Лёнька–лётчик или Прощеное воскресенье.
(Быль) 

Четверо по лавкам. Изба небольшая. Спят на полатях, на печке, а кому тесно – ложатся на полу или, по погоде, на сеновале. Мужа нет, вернее есть, да вернется ли с далеких заработков, и целый ли, – бог ведает. Еда впроголодь. Работа в недавно заведенном колхозе не дает разбогатеть. Вот тут и подумай – нужен ли пятый-то рот? 
Как избавиться от еще не рожденного, известно, да себя уродовать нет охоты, не ровен час, не вырастишь тех, что есть. Бабка-знахарка плохая стала, не взялась опустóшить – великоват срок. До больницы далеко, да и стыдновато как-то. Бригадир ведь тот еще насмешник – не отпустит сразу, покочевряжится. И одёжи теплой нет для зимней дороги, а ехать в райцентр на возу не один час, недолго и простыть. Боязно осиротить четверых разом. Куда ни кинь – всюду клин. Пробовала Марья надрываться работой до упаду, поднимала тяжеленные корыта и фляги, ворочала бревна – не помогло, только в спину вступило – неделю напрасно промучилась. И в бане парилась до одури, но бѐстолку. А мысли ходят по кругу и всё к ненужному будущему рту возвращаются. 
Русские бабы при нужде смекалистые. Надумала Марья ненужного-то вытряхнуть. Женский ум хитёр да приметлив. Рассудила просто: живот – что мешок, махни им как следует, да поддерни – пусто и будет. Надумать легко, да сделать не просто. Надо чтобы никто не видел странных для деревни прыжков не по возрасту, надо чтобы всё было естественно или как бы случайно. Срок же не позволял долго ждать подходящего случая. Как-то вечером баба решилась. После дойки, уже пóтемну забралась на сарай, села свесив ноги на край крыши и, перекрестившись, скользнула вниз. Упала, завалившись на бок, и прислушалась к себе. Болел ушибленный локоть. Опять влезла, теперь уж повыше и снова прыгнула. Ударилась коленом и аж лбом до земли достала. И опять ничего. Ну, думает, погоди. Отчаявшись, в третий раз полезла на самый конёк … 

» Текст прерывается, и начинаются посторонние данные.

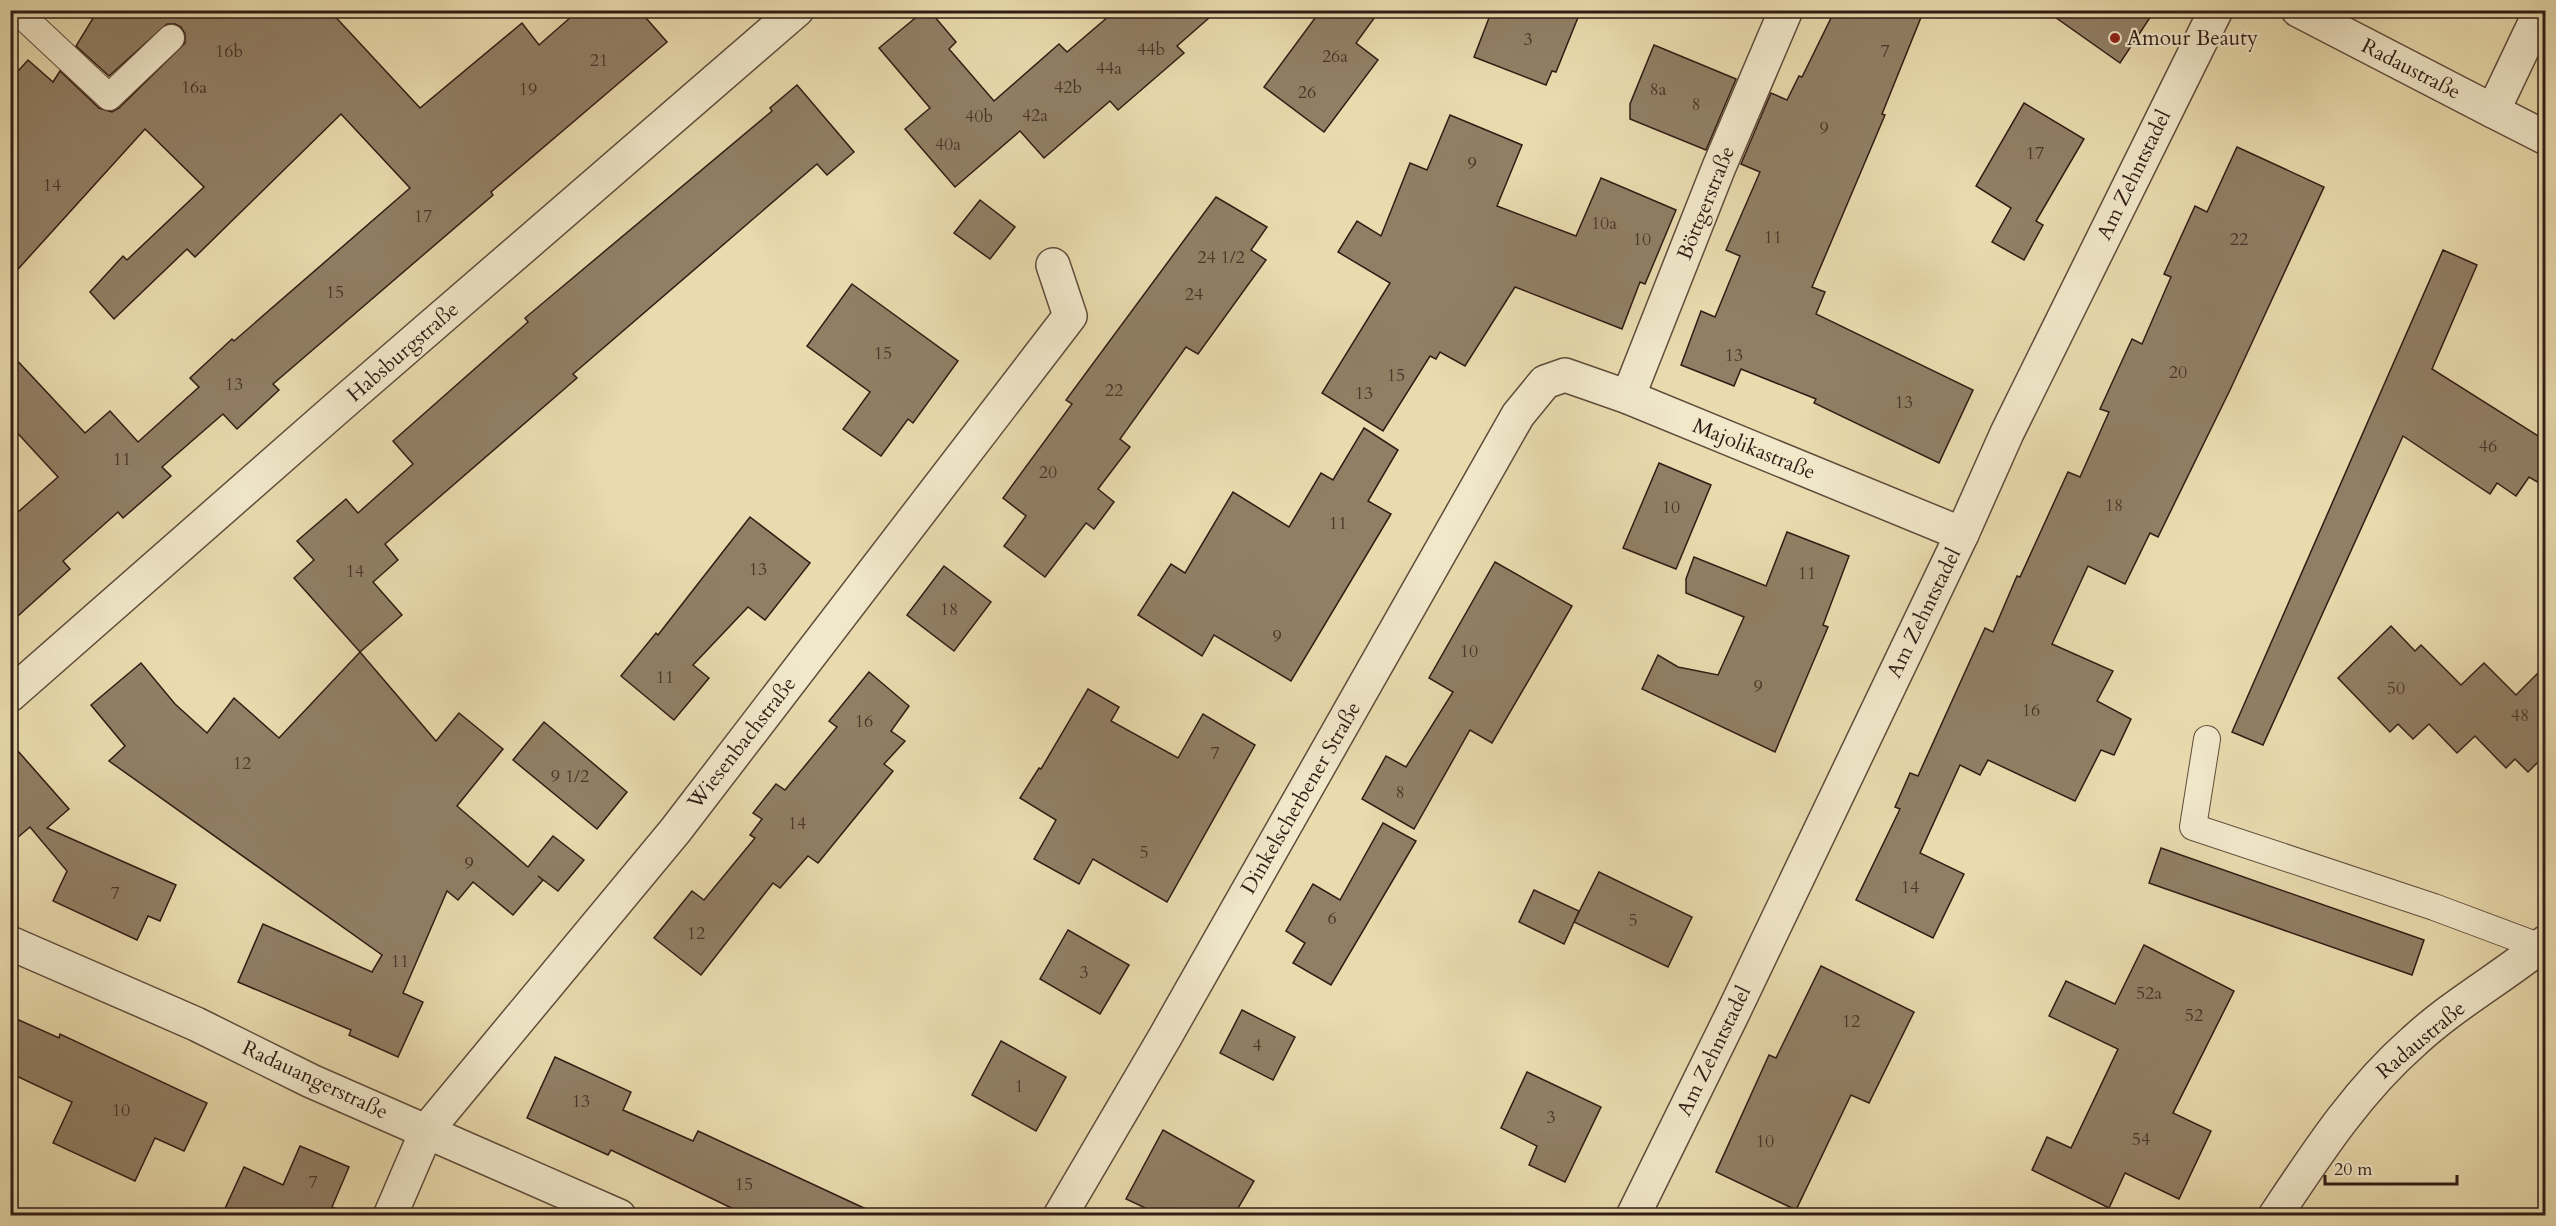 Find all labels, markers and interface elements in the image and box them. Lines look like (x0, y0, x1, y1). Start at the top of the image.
place label: Amour Beauty (2127, 24, 2258, 53)
house number: 3 (1523, 27, 1533, 52)
marker: Amour Beauty (2108, 31, 2122, 45)
street label: Radaustraße (2356, 32, 2466, 106)
house number: 44b (1137, 37, 1165, 62)
house number: 16b (215, 39, 243, 64)
house number: 7 (1880, 39, 1890, 64)
house number: 26a (1322, 44, 1348, 69)
house number: 21 (590, 48, 608, 73)
house number: 44a (1096, 56, 1122, 81)
house number: 16a (181, 75, 207, 100)
house number: 42b (1054, 75, 1082, 100)
house number: 19 (519, 77, 537, 102)
house number: 8a (1650, 77, 1667, 102)
house number: 26 (1298, 80, 1316, 105)
house number: 8 (1691, 92, 1701, 117)
house number: 42a (1022, 103, 1048, 128)
house number: 40b (965, 104, 993, 129)
street label: Am Zehntstadel (2090, 105, 2178, 245)
house number: 9 (1819, 116, 1829, 141)
house number: 40a (935, 132, 961, 157)
house number: 17 (2026, 141, 2044, 166)
street label: Böttgerstraße (1670, 142, 1742, 264)
house number: 9 (1467, 151, 1477, 176)
house number: 14 (43, 173, 61, 198)
house number: 17 (414, 204, 432, 229)
house number: 10a (1591, 211, 1617, 236)
house number: 11 (1764, 225, 1782, 250)
house number: 10 (1633, 227, 1651, 252)
house number: 22 (2230, 227, 2248, 252)
house number: 24 1/2 (1197, 245, 1245, 270)
house number: 15 (326, 280, 344, 305)
house number: 24 (1185, 282, 1203, 307)
street label: Habsburgstraße (341, 295, 465, 409)
house number: 15 (874, 341, 892, 366)
house number: 13 (1725, 343, 1743, 368)
house number: 20 (2169, 360, 2187, 385)
house number: 15 (1387, 363, 1405, 388)
house number: 13 (225, 372, 243, 397)
house number: 22 (1105, 378, 1123, 403)
house number: 13 (1355, 381, 1373, 406)
house number: 13 (1895, 390, 1913, 415)
street label: Majolikastraße (1688, 411, 1820, 487)
house number: 46 (2479, 434, 2497, 459)
house number: 11 (113, 447, 131, 472)
house number: 20 (1039, 460, 1057, 485)
house number: 18 (2105, 493, 2123, 518)
house number: 10 (1662, 495, 1680, 520)
house number: 11 (1329, 511, 1347, 536)
street label: Am Zehntstadel (1880, 543, 1968, 683)
house number: 13 (749, 557, 767, 582)
house number: 14 (346, 559, 364, 584)
house number: 11 (1798, 561, 1816, 586)
house number: 18 (940, 597, 958, 622)
house number: 9 (1272, 624, 1282, 649)
house number: 10 (1460, 639, 1478, 664)
house number: 11 (656, 665, 674, 690)
street label: Wiesenbachstraße (680, 671, 803, 816)
house number: 9 (1753, 674, 1763, 699)
house number: 50 (2387, 676, 2405, 701)
street label: Dinkelscherbener Straße (1234, 696, 1368, 900)
house number: 16 (2022, 698, 2040, 723)
house number: 48 (2511, 703, 2529, 728)
house number: 16 (855, 709, 873, 734)
house number: 7 (1210, 741, 1220, 766)
house number: 12 (233, 751, 251, 776)
house number: 9 1/2 (551, 764, 589, 789)
house number: 8 (1395, 780, 1405, 805)
house number: 14 (788, 811, 806, 836)
house number: 5 (1139, 840, 1149, 865)
house number: 9 (464, 851, 474, 876)
house number: 14 (1901, 875, 1919, 900)
house number: 7 (110, 881, 120, 906)
house number: 6 (1327, 906, 1337, 931)
house number: 5 (1628, 908, 1638, 933)
house number: 12 (687, 921, 705, 946)
house number: 11 (391, 949, 409, 974)
house number: 3 (1079, 960, 1089, 985)
street label: Am Zehntstadel (1670, 981, 1758, 1121)
house number: 52a (2136, 981, 2162, 1006)
street label: Radaustraße (2370, 994, 2472, 1086)
house number: 52 (2185, 1003, 2203, 1028)
house number: 12 (1842, 1009, 1860, 1034)
house number: 4 (1252, 1033, 1262, 1058)
street label: Radauangerstraße (237, 1034, 393, 1126)
house number: 1 (1014, 1074, 1024, 1099)
house number: 13 (572, 1089, 590, 1114)
house number: 10 (112, 1098, 130, 1123)
house number: 3 (1546, 1105, 1556, 1130)
house number: 54 (2132, 1127, 2150, 1152)
house number: 10 (1756, 1129, 1774, 1154)
scale bar (2325, 1148, 2457, 1186)
text: 20 m (2334, 1157, 2373, 1182)
house number: 7 (308, 1170, 318, 1195)
house number: 15 (735, 1172, 753, 1197)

Через двор Марьин бригадир Тимофей налаживал дверную петлю в хлеву, а его сын Сережка с верха стожка сбрасывал корове сена на ночь. Марьины упражнения привлекли его внимание. 
– Бать, а зачем тётка Марья с крыши сигат? 
– Как это? Куда? 
– Да вон, уж вдругорядь. Поглянь сам. 
Не поленившись, Тимофей взобрался наверх. Видит – Марья стоит на самом верху крыши и медленно крестится. 

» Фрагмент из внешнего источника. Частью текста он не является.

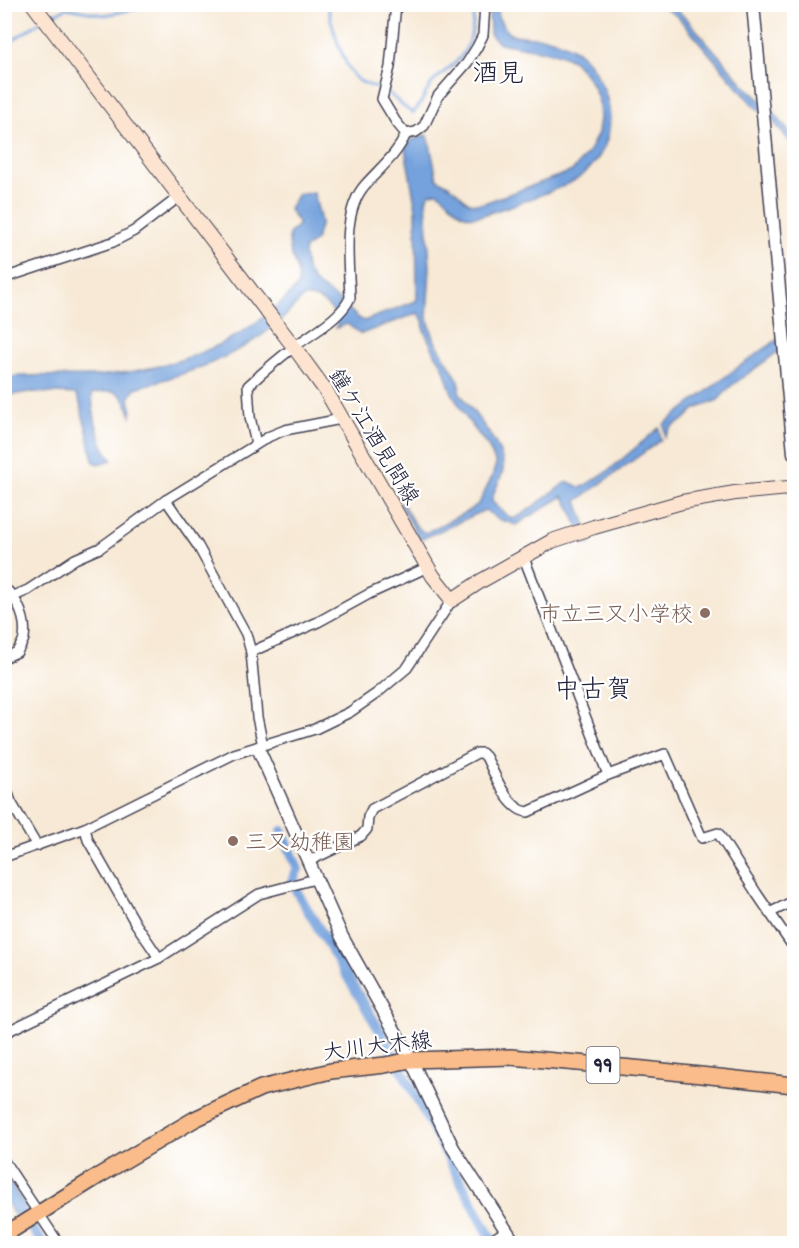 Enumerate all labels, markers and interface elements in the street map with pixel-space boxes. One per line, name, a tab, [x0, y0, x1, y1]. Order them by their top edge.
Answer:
district label: 酒見	[472, 57, 524, 94]
street label: 鐘ケ江酒見間線	[319, 364, 425, 512]
place label: 市立三又小学校	[539, 601, 693, 632]
marker: 市立三又小学校	[698, 606, 712, 620]
district label: 中古賀	[554, 673, 632, 710]
place label: 三又幼稚園	[245, 829, 355, 860]
marker: 三又幼稚園	[226, 834, 240, 848]
street label: 大川大木線	[321, 1026, 434, 1071]
road number: 99	[586, 1047, 620, 1083]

– Вот шальная, вот дурёха то. 
И в крик: 
– Марья!! 
Она обернулась и медленно – болело ушибленное колено – спустилась по лестнице. Знать, сегодня не судьба, – подумала она. А с Тимохой они еще днем зло поругались из-за худой крыши в телятнике. Жаль, что он её увидел – подумает невесть что. Ну, теперь уж поздно жалеть. 
Тимофей не замедлил явиться к соседке, и сразу с укором: 
– Марья! Ты чего это удумала-то? Ну, поцапались утрось малость, ну вылетело в сердцах недоброе слово, с кем не бывает. Но рази ж можно себя с того жизни лишать? 
– Ага, буду я из-за твоего языка деток своих сиротить? Еще чего! 
– Чего ж тогда на крыше крестилась? 
– А молитва так доходчивее, к Богу ближе. И по лестнице лень слазить – вот и хотела, дура молодая, махнуть в сугроб. Тебя вот не спросила. И чего это я перед тобой отчитываюсь? Допросчик нашелся. Иди, давай. Считай, что помирились. 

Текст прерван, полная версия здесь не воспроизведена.